B. se excusó diciendo que ella era una manazas con las plantas, pero yo insistí. Removimos juntos la tierra bajo el naranjo y luego hicimos varios agujeros donde introdujimos los cepellones de las plántulas, seis en total. Lo importante es apretar bien la tierra alrededor de las raíces y luego regar y mantener húmeda la tierra en los días siguientes, hasta asegurarse de que las plántulas estén bien arraigadas.
Mientras se ocupaba de las plántulas de violeta, B. me contó que el cambio climático era un problema real y que había muchos datos objetivos que lo confirmaban. Pero que lo triste, según ella, es que el cambio climático sólo parece preocuparle a Occidente y, peor aún, que a Occidente sólo le preocupa en realidad en la medida en que éste pueda afectar al control y la protección, frente a terceros, de ciertas zonas. "Sobre todo el delta del Guadalquivir y el noroeste de Groenlandia", añadió, pero no explicó por qué, concentrada como estaba en hacer bien su primer trabajo de jardinería.

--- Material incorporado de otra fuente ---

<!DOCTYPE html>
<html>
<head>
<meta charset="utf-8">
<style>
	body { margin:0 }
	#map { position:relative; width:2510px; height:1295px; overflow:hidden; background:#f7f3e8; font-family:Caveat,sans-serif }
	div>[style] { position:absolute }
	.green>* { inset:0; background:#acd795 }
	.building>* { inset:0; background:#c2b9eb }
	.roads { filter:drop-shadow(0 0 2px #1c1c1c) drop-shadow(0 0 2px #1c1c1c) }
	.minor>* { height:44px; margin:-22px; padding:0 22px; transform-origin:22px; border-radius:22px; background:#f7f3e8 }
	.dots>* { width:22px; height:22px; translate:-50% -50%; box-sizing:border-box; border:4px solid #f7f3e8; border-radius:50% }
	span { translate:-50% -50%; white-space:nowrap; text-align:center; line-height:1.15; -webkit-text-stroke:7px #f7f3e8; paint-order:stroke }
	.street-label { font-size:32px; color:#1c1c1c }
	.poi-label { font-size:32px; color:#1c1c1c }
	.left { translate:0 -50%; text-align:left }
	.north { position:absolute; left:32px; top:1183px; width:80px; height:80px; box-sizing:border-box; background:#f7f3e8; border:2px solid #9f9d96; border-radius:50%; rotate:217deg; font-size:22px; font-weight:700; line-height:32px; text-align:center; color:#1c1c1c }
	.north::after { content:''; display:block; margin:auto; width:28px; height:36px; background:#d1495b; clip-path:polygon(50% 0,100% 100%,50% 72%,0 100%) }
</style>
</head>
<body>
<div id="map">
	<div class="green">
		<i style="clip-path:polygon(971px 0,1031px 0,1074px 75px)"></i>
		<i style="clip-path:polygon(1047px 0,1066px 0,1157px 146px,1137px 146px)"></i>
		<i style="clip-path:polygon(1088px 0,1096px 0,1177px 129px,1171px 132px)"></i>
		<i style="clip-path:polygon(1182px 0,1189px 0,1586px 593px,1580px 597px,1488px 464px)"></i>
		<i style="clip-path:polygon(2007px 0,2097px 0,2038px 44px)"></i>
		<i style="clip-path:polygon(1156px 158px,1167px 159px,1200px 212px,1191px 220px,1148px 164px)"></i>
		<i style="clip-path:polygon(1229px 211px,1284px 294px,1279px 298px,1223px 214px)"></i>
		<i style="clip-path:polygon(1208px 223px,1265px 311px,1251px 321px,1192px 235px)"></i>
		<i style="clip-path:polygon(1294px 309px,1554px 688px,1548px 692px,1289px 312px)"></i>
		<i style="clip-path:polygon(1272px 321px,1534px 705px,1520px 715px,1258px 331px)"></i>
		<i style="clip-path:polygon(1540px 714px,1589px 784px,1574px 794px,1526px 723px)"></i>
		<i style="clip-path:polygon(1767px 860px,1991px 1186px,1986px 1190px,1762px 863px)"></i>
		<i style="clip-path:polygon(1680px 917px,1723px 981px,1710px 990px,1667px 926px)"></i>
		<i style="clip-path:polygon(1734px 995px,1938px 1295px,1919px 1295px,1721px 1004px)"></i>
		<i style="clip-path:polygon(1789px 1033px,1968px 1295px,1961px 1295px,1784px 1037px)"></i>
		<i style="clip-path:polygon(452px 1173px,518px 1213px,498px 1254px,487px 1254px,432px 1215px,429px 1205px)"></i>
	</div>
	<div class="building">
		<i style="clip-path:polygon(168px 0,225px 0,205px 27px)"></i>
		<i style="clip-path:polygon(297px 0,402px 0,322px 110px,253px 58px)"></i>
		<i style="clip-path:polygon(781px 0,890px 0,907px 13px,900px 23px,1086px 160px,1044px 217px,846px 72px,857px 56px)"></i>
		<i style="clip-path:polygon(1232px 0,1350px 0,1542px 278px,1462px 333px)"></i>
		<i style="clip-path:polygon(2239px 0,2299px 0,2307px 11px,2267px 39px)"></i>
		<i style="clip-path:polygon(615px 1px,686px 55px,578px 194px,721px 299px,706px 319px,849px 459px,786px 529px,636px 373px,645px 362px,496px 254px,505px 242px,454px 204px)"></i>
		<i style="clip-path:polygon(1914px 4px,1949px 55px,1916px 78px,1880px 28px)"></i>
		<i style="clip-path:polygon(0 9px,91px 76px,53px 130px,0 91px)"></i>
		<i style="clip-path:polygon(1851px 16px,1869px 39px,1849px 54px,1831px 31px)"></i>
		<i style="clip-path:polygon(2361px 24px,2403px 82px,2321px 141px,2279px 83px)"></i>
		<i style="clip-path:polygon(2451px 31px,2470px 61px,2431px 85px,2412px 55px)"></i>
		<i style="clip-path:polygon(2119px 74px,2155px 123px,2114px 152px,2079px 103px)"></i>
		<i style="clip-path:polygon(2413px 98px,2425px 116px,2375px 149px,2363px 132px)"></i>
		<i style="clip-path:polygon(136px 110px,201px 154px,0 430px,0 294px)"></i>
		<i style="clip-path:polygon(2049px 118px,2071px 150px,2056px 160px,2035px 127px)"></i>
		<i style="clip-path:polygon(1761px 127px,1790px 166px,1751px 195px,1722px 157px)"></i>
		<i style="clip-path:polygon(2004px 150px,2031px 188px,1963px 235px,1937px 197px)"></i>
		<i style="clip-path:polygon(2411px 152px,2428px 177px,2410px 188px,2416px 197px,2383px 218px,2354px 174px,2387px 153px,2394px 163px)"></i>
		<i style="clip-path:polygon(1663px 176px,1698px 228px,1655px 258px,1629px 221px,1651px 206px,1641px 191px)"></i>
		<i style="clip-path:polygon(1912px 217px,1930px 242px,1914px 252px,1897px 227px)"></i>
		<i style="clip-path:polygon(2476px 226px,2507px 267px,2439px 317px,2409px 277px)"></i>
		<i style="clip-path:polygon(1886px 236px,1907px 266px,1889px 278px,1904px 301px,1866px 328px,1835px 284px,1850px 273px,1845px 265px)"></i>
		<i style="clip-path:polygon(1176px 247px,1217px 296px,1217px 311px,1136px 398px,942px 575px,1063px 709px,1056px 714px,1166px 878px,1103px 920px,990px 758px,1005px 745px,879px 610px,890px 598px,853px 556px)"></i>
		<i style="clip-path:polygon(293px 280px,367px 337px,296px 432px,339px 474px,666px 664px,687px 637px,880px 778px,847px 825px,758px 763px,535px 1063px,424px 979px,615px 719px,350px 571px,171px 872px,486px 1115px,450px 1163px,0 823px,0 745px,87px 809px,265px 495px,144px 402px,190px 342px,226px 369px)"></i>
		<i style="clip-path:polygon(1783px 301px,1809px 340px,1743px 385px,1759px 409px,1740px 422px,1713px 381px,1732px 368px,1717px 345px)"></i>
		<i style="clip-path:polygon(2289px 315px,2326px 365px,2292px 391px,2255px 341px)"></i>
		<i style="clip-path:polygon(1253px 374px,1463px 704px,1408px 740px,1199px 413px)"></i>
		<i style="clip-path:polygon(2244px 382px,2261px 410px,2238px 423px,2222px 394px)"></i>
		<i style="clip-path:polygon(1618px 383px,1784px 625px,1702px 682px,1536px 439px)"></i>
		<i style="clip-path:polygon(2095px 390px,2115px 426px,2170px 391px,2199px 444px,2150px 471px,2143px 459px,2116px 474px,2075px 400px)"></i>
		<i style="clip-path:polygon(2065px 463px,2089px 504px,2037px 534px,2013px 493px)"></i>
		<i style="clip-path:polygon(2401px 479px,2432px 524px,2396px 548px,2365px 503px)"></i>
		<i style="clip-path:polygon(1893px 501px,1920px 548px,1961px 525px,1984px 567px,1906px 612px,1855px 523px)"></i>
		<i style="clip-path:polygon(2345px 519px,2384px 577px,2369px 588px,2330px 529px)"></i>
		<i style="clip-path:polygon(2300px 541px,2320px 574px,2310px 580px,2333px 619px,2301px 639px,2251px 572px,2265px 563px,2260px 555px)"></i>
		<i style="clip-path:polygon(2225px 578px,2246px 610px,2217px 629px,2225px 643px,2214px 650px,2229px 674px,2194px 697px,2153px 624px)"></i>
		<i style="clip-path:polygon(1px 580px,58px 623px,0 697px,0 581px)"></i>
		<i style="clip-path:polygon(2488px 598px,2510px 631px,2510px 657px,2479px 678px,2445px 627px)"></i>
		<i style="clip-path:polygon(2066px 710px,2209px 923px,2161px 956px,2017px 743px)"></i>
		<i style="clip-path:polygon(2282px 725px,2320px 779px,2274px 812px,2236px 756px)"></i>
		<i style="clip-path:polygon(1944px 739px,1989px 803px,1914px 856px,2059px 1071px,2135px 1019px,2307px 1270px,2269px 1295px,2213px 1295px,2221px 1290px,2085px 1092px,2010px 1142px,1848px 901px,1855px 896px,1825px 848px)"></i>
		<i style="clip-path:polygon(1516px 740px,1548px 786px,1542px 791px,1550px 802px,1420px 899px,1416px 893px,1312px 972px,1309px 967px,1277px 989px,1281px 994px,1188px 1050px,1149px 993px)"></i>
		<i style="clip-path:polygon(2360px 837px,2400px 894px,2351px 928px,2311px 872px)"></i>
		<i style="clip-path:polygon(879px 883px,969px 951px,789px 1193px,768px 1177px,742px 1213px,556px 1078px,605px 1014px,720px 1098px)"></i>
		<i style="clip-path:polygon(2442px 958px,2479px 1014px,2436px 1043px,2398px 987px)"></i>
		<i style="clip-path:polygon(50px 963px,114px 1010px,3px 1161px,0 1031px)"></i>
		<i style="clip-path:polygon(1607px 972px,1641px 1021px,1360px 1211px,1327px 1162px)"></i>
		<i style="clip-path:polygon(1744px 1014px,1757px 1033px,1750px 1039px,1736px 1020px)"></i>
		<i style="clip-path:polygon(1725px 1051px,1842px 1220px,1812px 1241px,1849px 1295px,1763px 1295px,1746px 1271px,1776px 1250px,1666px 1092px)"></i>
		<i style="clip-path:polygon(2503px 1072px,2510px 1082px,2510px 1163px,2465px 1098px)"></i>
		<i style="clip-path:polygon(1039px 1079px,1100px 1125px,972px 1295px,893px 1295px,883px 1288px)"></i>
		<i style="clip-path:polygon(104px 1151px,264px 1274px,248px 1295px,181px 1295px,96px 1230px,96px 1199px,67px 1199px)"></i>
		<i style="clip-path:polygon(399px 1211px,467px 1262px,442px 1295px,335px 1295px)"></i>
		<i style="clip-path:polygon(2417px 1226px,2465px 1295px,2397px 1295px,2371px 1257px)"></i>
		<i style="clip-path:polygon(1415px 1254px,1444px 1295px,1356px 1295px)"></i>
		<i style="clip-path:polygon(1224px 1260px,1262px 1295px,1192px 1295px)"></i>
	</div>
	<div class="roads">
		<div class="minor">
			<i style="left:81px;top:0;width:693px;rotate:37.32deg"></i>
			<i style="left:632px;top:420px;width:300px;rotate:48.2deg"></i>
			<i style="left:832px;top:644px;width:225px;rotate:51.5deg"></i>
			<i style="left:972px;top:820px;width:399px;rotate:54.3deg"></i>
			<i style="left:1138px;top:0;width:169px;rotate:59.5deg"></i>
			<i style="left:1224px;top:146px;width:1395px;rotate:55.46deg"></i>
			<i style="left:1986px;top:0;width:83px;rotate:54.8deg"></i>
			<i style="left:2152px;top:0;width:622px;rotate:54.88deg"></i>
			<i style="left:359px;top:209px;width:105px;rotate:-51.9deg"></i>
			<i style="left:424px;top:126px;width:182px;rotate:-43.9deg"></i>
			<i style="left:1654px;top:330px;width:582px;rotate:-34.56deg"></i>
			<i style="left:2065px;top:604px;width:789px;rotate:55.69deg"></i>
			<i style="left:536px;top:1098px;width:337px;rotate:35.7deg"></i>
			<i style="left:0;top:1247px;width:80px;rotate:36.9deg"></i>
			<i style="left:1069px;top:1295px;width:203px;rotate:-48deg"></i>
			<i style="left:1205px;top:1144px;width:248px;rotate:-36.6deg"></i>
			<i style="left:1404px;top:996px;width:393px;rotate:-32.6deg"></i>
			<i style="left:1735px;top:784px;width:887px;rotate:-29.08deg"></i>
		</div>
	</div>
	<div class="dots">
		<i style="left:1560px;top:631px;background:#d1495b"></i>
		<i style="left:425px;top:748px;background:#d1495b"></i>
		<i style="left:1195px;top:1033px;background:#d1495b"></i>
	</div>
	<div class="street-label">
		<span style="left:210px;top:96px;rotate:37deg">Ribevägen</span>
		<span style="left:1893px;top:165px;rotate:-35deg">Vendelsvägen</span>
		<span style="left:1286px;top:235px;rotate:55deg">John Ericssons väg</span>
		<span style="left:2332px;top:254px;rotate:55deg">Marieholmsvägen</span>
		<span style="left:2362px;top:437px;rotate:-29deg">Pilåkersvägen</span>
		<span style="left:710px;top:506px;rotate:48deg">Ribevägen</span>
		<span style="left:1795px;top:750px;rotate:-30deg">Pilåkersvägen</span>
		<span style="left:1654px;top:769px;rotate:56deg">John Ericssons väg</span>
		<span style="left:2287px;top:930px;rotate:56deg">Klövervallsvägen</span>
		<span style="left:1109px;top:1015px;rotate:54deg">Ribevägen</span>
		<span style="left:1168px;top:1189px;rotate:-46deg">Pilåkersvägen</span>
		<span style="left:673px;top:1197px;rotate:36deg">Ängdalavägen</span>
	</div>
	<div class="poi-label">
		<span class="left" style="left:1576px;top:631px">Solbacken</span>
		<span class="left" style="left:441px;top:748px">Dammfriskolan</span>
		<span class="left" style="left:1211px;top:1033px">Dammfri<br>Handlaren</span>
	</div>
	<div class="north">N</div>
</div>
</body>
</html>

Cuando terminamos, ella se despidió. Tenía que ocuparse de terminar la mudanza. Desde la puerta, bajo el arco que ahora está cubierto de flores de jazmín (trachelospermum) le dije que esperaba que volviese pronto, aunque solo sea para vigilar los progresos de sus (b)ioletas.








A los pocos días de plantas las (b)ioletas, este caracol
se ha comido cuatro de los seis plantones.